Alongside police measures, the WEF has also sought to promote itself as being interested in dialogue with those it sees as more reasonable and less inclined to protest. Thirty six representatives of non-government organisations have been invited to attend the forum, two more than last year, including the ACTU's Sharan Burrow who also crossed picket lines to address the Melbourne WEF summit.
However, NGOs critical of the forum, including Friends of the Earth International, the Third World Network, the World Development Movement and Focus on the Global South, organised a public counter-conference, Public Eye on Davos, in the town as a "challenge" to the WEF's neo-liberal economic nostrums. The conference condemned the police actions as "a violation of human rights and of Switzerland's democratic traditions".
Friends of the Earth's Tony Juniper told the conference, "Business leaders go to Davos to set out their agenda for neo-liberal economic globalisation. Friends of the Earth is going to expose their unaccountable dealings. We will also be planning how to change the course of the global economy towards a sustainable future. The WEF fat cats might have the wealth and the ears of the powerful.
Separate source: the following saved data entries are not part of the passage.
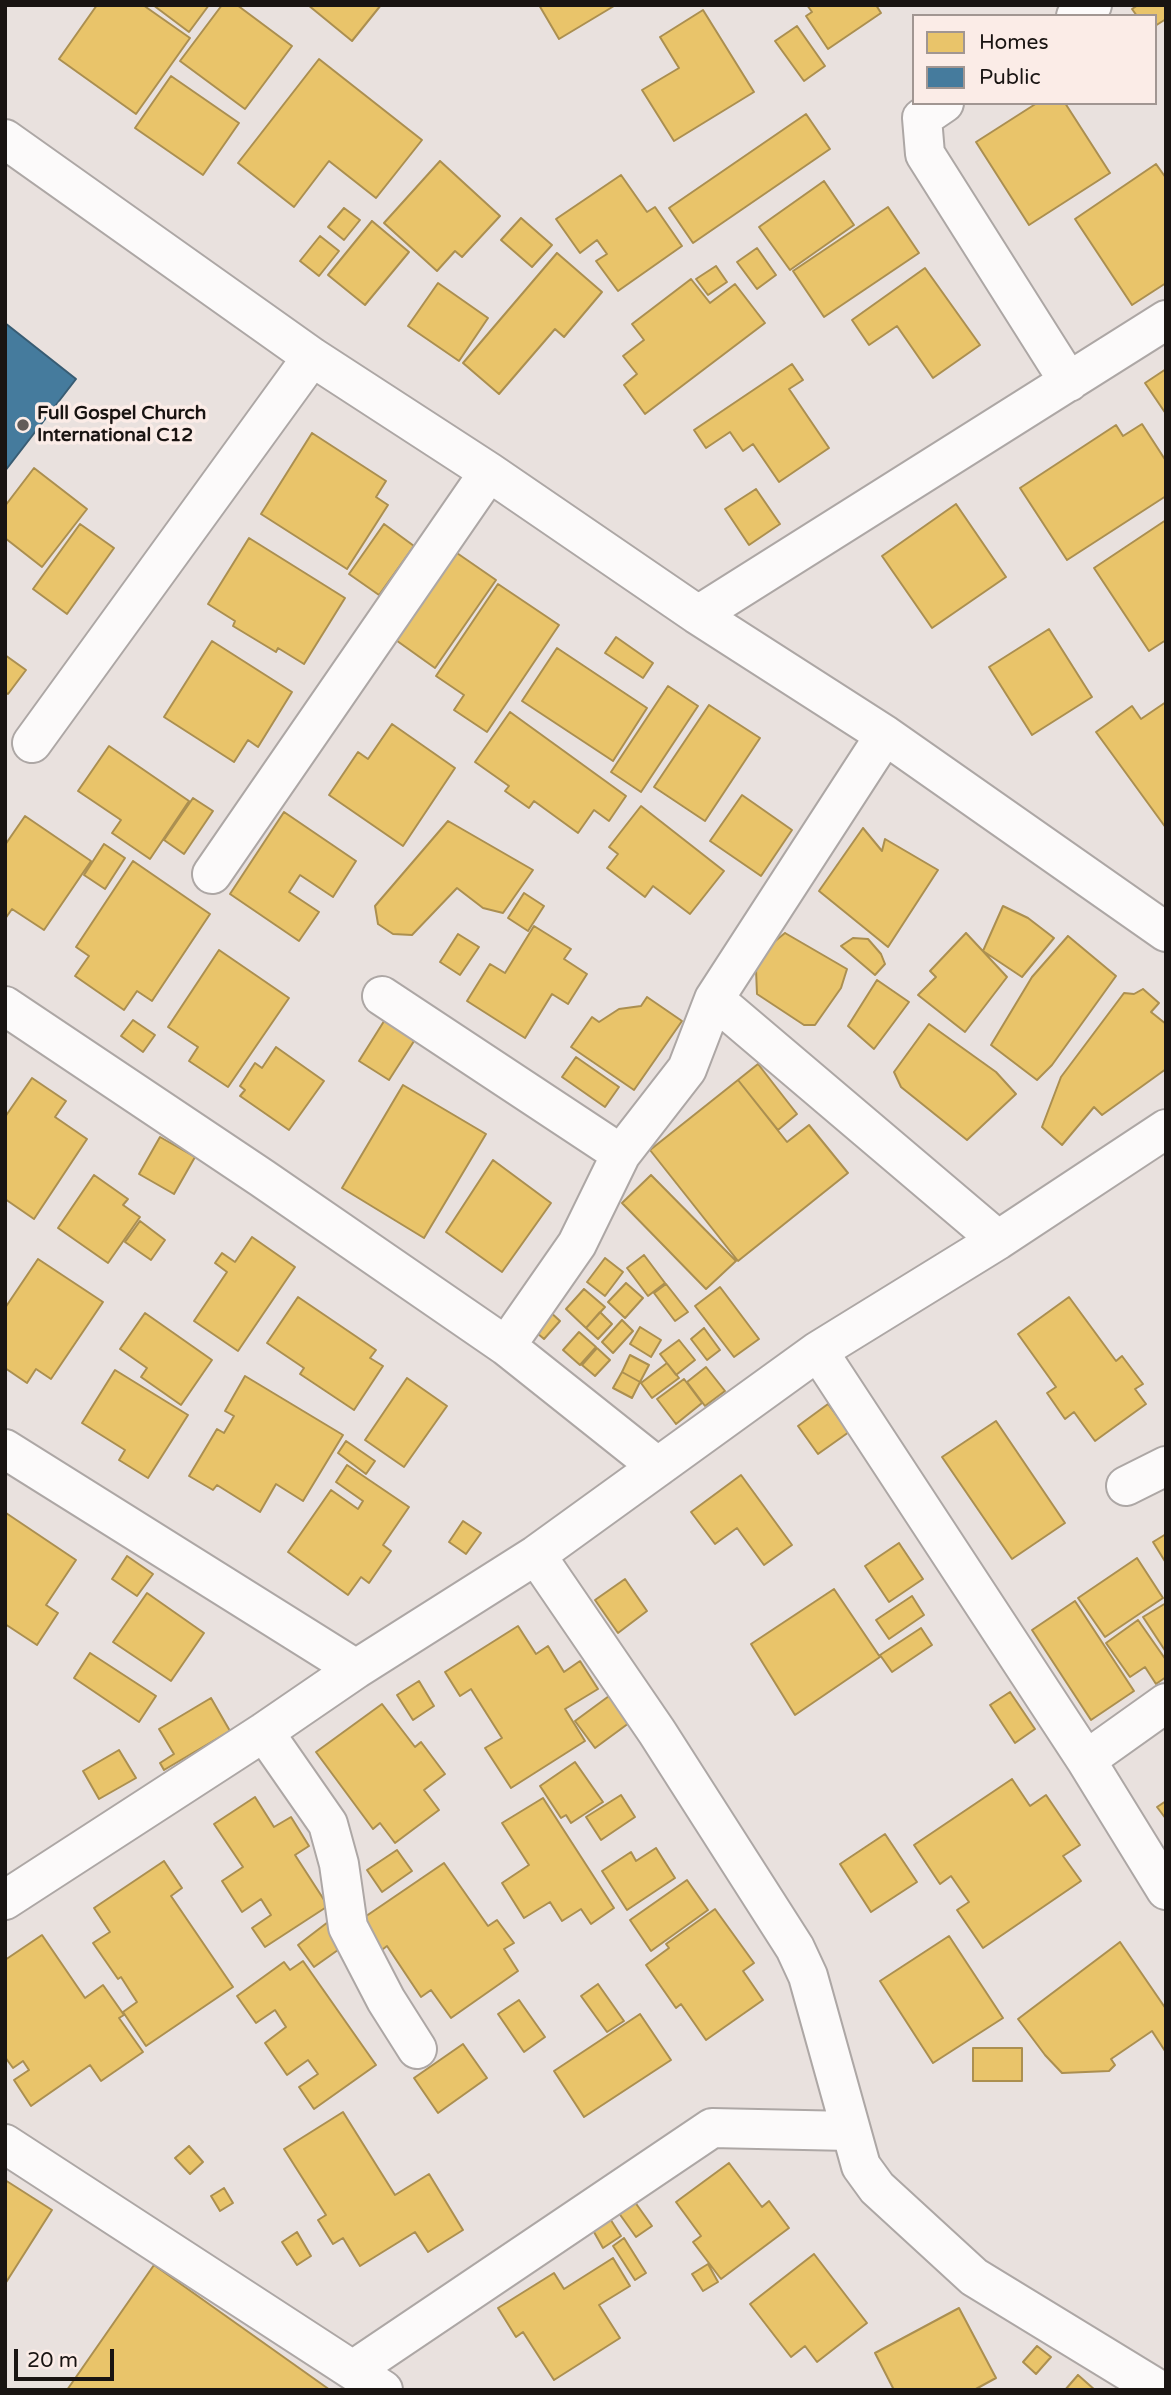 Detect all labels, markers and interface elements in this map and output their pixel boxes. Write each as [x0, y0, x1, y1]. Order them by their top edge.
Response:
legend [912, 14, 1157, 105]
text: Homes [979, 30, 1049, 55]
text: Public [979, 65, 1041, 90]
place label: Full Gospel Church International C12 [37, 403, 206, 447]
marker: Full Gospel Church International C12 [15, 417, 31, 433]
scale bar [18, 2336, 117, 2380]
text: 20 m [27, 2348, 78, 2373]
But we have public sympathy and justice on our side."
Meanwhile, at the same time on the other side of the world, in Porto Alegre in southern Brazil, more than 10,000 activists and grassroots political leaders gathered for the counterposed World Social Forum, to discuss pro-people alternatives to neo-liberal globalisation.
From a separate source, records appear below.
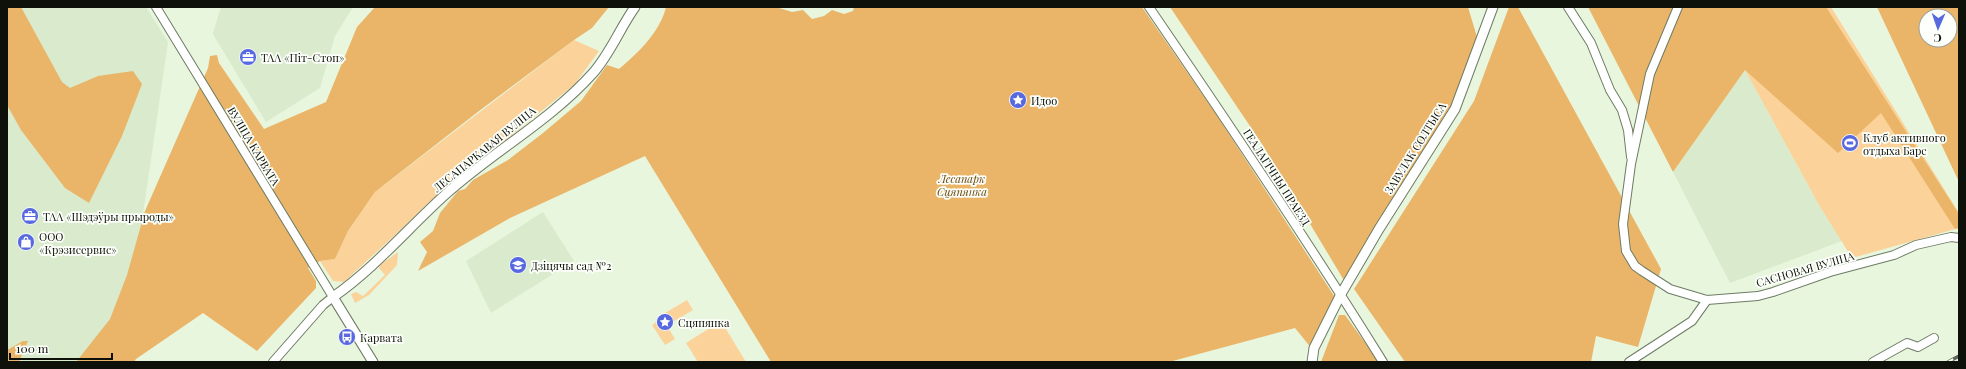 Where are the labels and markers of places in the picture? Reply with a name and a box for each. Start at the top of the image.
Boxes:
office icon: ТАА «Піт-Стоп» [238,47,258,67]
place label: ТАА «Піт-Стоп» [261,50,345,65]
place icon: Идоо [1008,90,1028,110]
place label: Идоо [1031,93,1057,108]
place label: Клуб активного отдыха Барс [1863,130,1946,158]
sports icon: Клуб активного отдыха Барс [1840,133,1860,153]
office icon: ТАА «Шэдэўры прыроды» [20,206,40,226]
place label: ТАА «Шэдэўры прыроды» [43,209,175,224]
place label: ООО «Крэзисервис» [39,229,117,257]
shop icon: ООО «Крэзисервис» [16,232,36,252]
school or university icon: Дзіцячы сад №2 [508,255,528,275]
place label: Дзіцячы сад №2 [531,258,611,273]
place icon: Сцяпянка [655,312,675,332]
place label: Сцяпянка [678,315,730,330]
bus stop icon: Карвата [337,327,357,347]
place label: Карвата [360,330,403,345]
The conference was organised by a coalition of European anti-corporate groups, such as ATTAC which campaigns for a tax on international financial transactions, and Latin American left-wing parties.
Porto Alegre is a model of how a radical democracy can work: its government, led by the radical Workers' Party of Brazil, has carried out a huge experiment in devolving power, even over budget policy, to local communities.